(MATERIAL PROVIDED Opens)

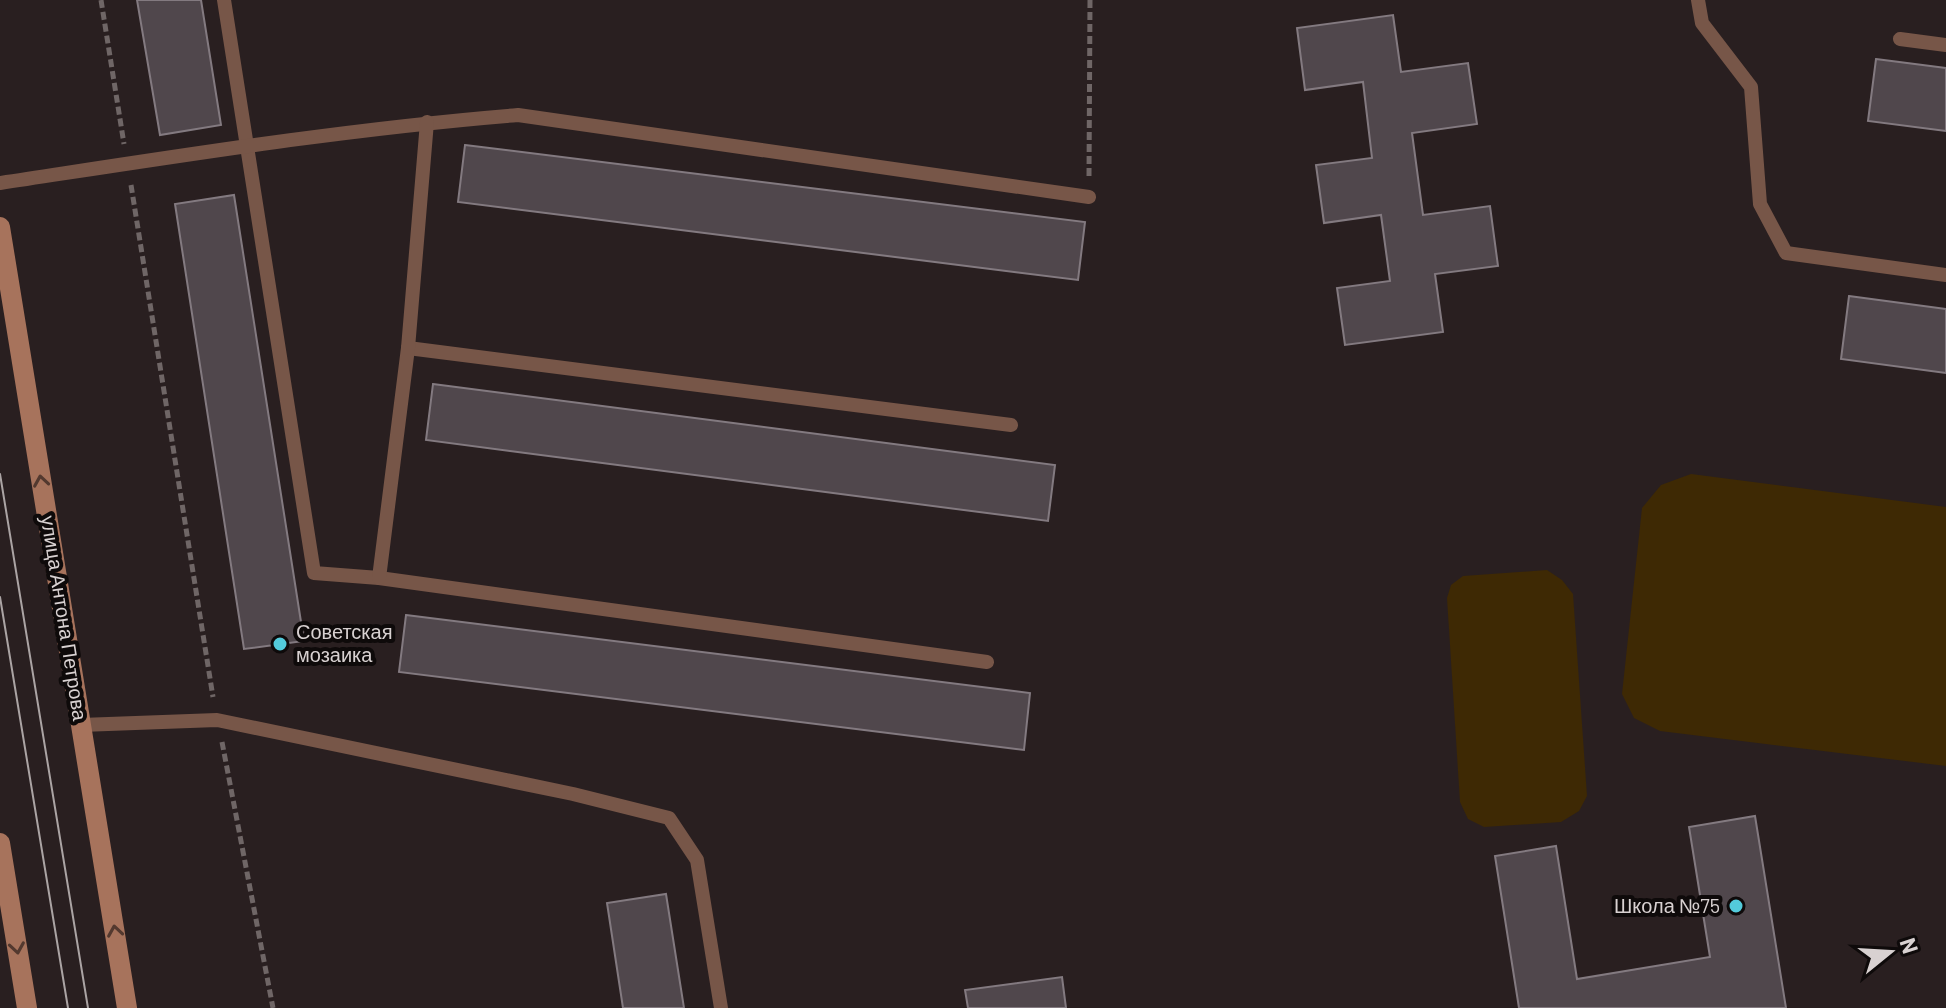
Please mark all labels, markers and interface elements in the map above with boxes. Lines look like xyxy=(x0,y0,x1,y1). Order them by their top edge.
one-way arrow xyxy=(34,474,51,488)
street label: улица Антона Петрова xyxy=(37,514,93,723)
place label: Советская мозаика xyxy=(296,619,393,666)
marker: Советская мозаика xyxy=(271,635,289,653)
place label: Школа №75 xyxy=(1614,893,1720,917)
marker: Школа №75 xyxy=(1727,897,1745,915)
north arrow xyxy=(1850,912,1930,992)
one-way arrow xyxy=(107,924,124,938)
text: N xyxy=(1895,935,1925,956)
one-way arrow xyxy=(8,941,25,954)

(MATERIAL PROVIDED Closes)

— EXERCISE AIM —
Your copy should hold every entry exactly as written, but none of the pictures.

— RESPONSE BELOW —
Please mark all labels, markers and interface elements in the map above with boxes. Lines look like xyxy=(x0,y0,x1,y1). Order them by their top edge.
one-way arrow xyxy=(34,474,51,488)
street label: улица Антона Петрова xyxy=(37,514,93,723)
place label: Советская мозаика xyxy=(296,619,393,666)
marker: Советская мозаика xyxy=(271,635,289,653)
place label: Школа №75 xyxy=(1614,893,1720,917)
marker: Школа №75 xyxy=(1727,897,1745,915)
north arrow xyxy=(1850,912,1930,992)
one-way arrow xyxy=(107,924,124,938)
text: N xyxy=(1895,935,1925,956)
one-way arrow xyxy=(8,941,25,954)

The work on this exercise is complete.